=== DATA TO PROCESS ===

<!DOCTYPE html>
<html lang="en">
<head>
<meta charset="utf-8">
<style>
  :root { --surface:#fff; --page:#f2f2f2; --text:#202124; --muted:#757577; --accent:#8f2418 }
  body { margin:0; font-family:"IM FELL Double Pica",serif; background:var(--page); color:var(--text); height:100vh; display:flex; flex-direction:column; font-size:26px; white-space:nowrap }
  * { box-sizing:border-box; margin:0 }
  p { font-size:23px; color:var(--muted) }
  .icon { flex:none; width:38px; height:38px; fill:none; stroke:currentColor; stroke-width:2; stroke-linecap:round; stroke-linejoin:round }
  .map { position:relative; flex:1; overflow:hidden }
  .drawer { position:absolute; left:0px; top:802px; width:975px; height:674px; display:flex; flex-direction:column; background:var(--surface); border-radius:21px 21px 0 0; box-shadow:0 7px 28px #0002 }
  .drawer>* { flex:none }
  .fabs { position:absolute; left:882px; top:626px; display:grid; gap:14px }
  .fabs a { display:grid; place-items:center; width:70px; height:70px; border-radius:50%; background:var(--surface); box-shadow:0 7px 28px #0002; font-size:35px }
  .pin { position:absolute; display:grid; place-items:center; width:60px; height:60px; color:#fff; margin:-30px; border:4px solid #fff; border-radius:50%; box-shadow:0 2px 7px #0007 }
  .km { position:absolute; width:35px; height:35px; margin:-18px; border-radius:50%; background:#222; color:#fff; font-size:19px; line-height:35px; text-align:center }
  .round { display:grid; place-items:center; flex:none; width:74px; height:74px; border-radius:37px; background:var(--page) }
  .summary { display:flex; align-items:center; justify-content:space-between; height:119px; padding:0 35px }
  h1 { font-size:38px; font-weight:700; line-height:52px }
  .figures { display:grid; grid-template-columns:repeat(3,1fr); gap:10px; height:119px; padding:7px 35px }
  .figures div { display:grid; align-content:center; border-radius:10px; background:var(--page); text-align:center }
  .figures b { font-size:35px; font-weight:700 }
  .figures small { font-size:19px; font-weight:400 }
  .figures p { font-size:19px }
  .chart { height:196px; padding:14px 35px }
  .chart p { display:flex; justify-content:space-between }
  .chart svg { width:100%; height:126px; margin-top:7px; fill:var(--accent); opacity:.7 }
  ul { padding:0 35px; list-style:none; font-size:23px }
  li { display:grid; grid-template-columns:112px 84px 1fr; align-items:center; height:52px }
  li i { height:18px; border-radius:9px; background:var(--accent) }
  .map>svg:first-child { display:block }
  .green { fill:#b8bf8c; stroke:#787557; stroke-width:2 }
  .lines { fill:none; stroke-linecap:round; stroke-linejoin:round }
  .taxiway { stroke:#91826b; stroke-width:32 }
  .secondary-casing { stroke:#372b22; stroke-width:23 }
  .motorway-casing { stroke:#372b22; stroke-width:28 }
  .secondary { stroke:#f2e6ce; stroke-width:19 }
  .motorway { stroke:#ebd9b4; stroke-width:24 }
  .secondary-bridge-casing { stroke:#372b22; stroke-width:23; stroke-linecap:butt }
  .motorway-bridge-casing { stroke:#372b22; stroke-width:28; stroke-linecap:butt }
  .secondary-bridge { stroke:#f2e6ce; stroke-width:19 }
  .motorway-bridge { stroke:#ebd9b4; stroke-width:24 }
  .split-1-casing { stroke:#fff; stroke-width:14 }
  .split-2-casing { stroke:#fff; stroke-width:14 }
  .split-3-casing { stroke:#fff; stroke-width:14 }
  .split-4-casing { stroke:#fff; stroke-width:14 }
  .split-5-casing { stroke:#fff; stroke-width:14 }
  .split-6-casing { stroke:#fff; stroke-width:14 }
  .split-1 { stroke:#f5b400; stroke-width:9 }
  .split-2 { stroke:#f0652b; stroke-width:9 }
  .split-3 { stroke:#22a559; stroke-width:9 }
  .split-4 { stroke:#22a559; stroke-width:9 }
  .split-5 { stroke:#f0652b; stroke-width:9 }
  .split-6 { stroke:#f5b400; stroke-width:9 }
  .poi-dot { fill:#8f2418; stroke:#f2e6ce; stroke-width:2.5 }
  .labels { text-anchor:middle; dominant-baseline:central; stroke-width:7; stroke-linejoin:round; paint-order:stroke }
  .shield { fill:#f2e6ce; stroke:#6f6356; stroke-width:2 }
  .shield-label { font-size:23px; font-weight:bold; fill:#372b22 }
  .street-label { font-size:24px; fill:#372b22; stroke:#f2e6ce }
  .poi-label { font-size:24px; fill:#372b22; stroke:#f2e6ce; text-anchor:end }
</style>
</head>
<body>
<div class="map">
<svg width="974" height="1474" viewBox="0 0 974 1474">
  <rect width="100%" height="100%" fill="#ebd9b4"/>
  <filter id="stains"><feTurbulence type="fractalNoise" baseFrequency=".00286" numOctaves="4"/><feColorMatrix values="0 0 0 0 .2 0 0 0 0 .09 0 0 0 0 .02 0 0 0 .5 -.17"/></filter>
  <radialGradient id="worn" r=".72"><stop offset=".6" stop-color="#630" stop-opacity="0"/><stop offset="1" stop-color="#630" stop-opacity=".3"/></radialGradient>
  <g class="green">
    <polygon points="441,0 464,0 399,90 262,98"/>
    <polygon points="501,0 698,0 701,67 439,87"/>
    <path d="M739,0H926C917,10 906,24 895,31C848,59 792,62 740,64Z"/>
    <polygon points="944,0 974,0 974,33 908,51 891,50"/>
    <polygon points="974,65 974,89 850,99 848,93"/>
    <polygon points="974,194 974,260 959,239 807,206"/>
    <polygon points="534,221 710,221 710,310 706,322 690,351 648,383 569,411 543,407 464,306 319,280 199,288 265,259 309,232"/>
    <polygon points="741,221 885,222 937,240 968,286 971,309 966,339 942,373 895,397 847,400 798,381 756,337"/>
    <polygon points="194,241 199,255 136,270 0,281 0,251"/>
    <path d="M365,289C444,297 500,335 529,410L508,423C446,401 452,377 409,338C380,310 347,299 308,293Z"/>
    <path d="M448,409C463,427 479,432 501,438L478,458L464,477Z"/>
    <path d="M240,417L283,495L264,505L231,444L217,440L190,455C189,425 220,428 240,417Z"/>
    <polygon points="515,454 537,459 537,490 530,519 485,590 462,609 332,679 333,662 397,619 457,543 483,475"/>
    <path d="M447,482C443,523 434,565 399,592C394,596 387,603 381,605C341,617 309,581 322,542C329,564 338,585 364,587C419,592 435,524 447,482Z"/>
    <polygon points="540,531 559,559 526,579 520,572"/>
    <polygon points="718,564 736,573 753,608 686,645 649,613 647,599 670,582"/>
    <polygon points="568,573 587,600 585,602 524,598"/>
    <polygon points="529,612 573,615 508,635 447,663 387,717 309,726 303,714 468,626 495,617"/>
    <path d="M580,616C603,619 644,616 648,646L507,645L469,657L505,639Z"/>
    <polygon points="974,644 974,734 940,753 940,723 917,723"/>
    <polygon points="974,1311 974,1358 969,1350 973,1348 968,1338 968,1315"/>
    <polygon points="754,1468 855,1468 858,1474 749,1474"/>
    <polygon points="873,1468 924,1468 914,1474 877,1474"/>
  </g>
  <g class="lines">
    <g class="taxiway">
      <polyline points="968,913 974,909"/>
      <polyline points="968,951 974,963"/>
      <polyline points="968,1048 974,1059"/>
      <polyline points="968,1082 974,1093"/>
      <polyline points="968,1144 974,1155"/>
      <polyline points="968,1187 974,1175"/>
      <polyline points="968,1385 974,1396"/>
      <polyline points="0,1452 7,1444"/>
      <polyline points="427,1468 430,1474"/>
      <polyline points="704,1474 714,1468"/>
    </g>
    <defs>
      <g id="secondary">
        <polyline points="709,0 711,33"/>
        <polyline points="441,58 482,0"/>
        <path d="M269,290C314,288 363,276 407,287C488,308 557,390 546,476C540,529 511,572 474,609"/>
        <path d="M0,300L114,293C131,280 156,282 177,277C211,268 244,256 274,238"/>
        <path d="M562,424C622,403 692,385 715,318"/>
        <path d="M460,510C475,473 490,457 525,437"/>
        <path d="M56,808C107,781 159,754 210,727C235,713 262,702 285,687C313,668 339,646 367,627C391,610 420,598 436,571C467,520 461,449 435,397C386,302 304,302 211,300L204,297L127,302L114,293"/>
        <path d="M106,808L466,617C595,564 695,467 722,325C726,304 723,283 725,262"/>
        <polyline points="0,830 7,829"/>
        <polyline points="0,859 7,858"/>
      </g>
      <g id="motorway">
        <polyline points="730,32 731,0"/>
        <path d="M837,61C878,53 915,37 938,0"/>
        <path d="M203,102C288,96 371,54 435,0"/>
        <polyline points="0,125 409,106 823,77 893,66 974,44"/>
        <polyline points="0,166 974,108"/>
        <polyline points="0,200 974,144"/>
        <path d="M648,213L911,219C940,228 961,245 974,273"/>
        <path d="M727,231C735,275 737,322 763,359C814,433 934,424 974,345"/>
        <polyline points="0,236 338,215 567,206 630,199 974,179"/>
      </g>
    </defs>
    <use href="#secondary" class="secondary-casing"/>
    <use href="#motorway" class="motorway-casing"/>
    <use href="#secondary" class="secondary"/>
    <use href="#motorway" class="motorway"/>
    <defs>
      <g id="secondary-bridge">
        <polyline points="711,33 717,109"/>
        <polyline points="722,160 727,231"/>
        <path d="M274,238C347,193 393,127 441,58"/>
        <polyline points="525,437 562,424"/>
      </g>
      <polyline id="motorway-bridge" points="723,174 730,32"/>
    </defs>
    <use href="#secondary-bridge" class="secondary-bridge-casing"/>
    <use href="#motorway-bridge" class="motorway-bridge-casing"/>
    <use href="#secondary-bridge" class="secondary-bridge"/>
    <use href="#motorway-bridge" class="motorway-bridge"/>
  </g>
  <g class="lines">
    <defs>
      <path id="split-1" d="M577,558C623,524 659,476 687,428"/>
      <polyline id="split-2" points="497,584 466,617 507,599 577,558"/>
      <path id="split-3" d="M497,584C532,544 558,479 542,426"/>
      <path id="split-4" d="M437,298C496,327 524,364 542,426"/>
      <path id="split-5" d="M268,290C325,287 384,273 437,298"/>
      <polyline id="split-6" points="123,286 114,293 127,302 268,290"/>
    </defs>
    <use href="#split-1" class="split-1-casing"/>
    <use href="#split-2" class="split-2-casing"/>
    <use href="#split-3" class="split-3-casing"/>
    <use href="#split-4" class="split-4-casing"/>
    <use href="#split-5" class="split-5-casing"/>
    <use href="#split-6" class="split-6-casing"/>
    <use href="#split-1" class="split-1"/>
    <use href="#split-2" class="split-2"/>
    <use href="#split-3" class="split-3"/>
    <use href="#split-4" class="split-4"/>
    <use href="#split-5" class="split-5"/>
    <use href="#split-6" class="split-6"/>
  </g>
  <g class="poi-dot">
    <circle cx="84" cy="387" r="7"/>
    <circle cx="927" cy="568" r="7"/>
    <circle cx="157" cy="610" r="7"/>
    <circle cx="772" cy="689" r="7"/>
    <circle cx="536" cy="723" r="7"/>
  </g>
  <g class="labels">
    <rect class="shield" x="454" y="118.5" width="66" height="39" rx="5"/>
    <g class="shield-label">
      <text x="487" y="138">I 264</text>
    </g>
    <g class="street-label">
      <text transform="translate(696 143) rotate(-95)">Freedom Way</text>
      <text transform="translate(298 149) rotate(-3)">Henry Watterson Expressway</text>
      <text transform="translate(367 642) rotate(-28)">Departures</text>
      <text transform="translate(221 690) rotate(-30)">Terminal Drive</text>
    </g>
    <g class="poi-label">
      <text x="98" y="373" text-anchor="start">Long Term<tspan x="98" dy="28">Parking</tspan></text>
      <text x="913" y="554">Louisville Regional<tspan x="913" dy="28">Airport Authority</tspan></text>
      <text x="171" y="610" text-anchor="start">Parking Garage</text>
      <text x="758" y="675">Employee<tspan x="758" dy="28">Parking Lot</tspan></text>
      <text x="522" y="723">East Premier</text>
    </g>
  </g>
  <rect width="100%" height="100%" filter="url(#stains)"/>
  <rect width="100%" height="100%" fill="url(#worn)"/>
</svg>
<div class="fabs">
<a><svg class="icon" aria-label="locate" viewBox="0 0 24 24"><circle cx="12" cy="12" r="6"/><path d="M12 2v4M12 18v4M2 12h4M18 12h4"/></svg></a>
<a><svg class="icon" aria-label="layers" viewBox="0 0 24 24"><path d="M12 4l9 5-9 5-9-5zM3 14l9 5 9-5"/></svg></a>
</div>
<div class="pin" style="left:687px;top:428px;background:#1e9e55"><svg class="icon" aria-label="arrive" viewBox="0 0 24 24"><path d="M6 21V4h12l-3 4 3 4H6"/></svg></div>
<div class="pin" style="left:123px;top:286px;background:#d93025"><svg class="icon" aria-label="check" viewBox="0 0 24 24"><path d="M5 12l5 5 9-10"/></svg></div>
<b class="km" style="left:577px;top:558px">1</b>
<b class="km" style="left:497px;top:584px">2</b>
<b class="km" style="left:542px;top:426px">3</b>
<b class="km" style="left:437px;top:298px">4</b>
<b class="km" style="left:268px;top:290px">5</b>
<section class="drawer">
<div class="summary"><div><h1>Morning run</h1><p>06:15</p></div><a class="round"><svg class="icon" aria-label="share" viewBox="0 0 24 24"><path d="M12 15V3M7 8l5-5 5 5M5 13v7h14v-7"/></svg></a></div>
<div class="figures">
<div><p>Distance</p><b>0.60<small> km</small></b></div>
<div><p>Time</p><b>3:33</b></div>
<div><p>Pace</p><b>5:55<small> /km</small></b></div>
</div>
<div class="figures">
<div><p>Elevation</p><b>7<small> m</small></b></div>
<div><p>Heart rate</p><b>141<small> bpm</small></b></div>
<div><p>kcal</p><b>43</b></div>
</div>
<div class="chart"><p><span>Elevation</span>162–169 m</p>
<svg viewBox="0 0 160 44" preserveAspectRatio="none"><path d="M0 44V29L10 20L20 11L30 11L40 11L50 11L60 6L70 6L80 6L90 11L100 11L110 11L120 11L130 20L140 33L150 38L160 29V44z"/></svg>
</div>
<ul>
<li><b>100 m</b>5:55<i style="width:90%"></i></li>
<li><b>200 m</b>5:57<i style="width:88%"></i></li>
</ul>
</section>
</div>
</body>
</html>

===

REQUIREMENT
All lines above in which the word "Elevation" occurs should be identified and copied.

RESULT
<div><p>Elevation</p><b>7<small> m</small></b></div>
<div class="chart"><p><span>Elevation</span>162–169 m</p>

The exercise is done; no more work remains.